■ What is expected: For this exercise, write each entry below out precisely and omit the pictures.

***

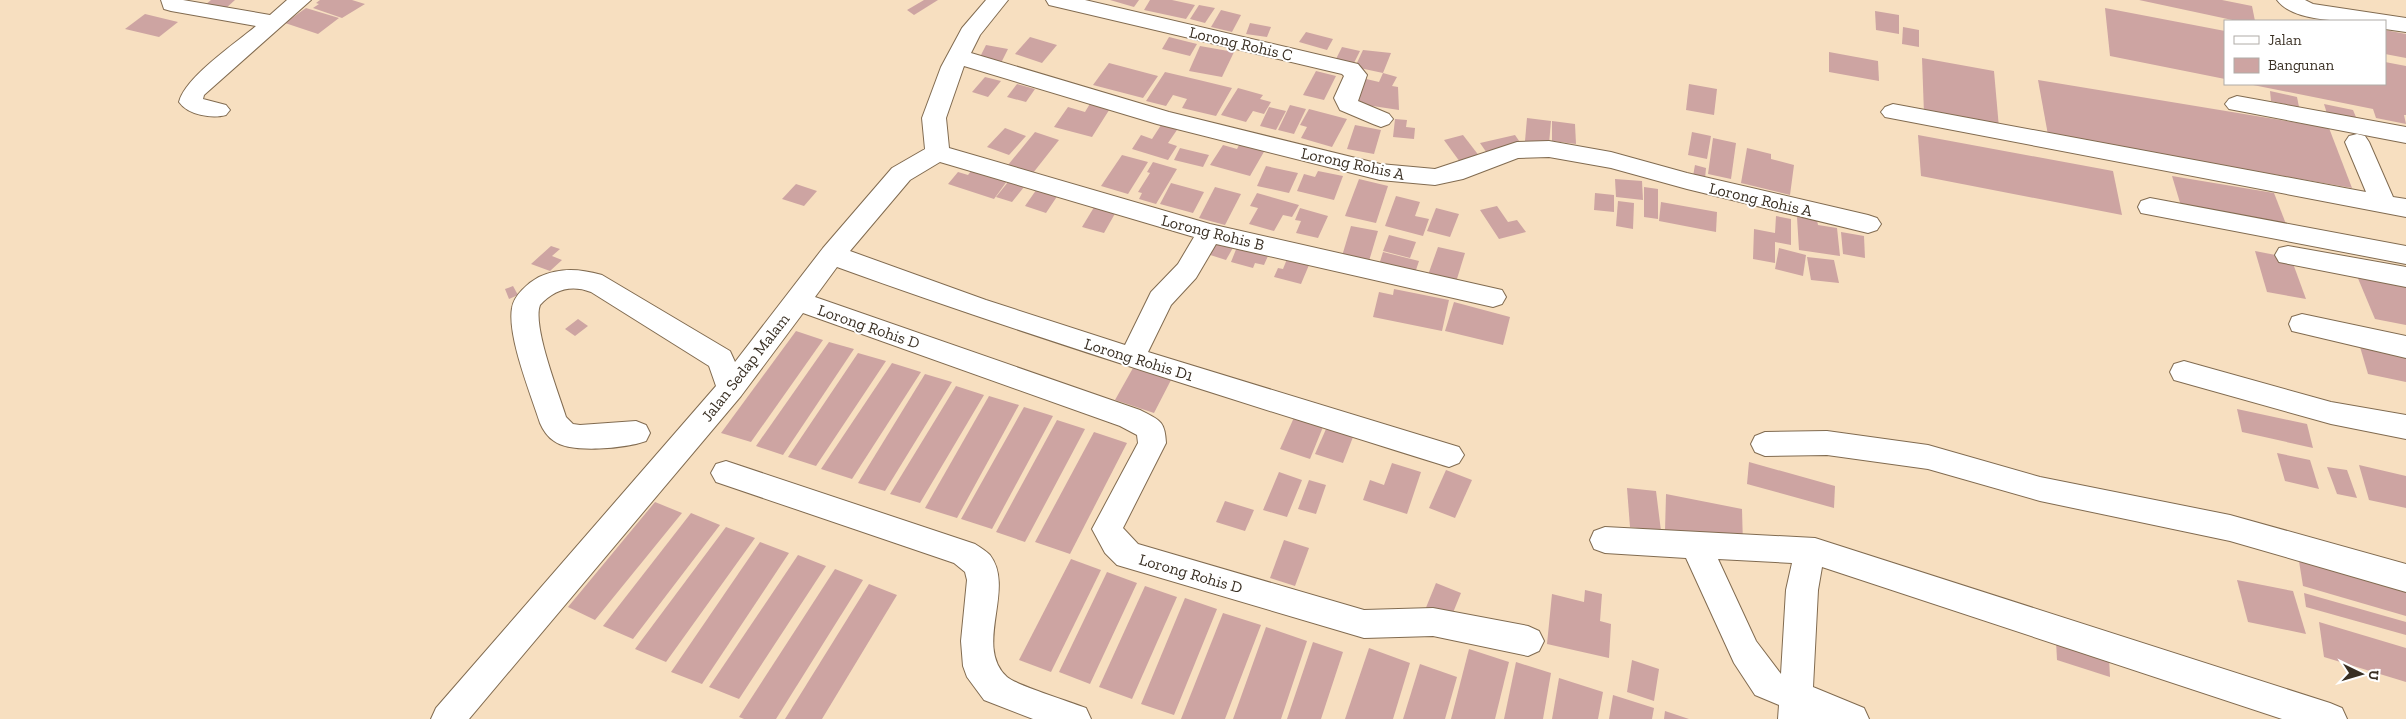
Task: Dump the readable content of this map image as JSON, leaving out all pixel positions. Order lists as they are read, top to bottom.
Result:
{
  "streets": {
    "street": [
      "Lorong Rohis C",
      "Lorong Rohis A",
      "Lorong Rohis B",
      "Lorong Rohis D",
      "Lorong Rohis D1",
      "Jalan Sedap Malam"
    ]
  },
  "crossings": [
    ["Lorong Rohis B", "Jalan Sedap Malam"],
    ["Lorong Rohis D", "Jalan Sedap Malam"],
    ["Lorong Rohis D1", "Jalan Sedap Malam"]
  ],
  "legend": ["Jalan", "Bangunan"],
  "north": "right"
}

***

■ Worked solution:
Task: Dump the readable content of this map image as JSON, leaving out all pixel positions. Order lists as they are read, top to bottom.
Result:
{
  "streets": {
    "street": [
      "Lorong Rohis C",
      "Lorong Rohis A",
      "Lorong Rohis B",
      "Lorong Rohis D",
      "Lorong Rohis D1",
      "Jalan Sedap Malam"
    ]
  },
  "crossings": [
    ["Lorong Rohis B", "Jalan Sedap Malam"],
    ["Lorong Rohis D", "Jalan Sedap Malam"],
    ["Lorong Rohis D1", "Jalan Sedap Malam"]
  ],
  "legend": ["Jalan", "Bangunan"],
  "north": "right"
}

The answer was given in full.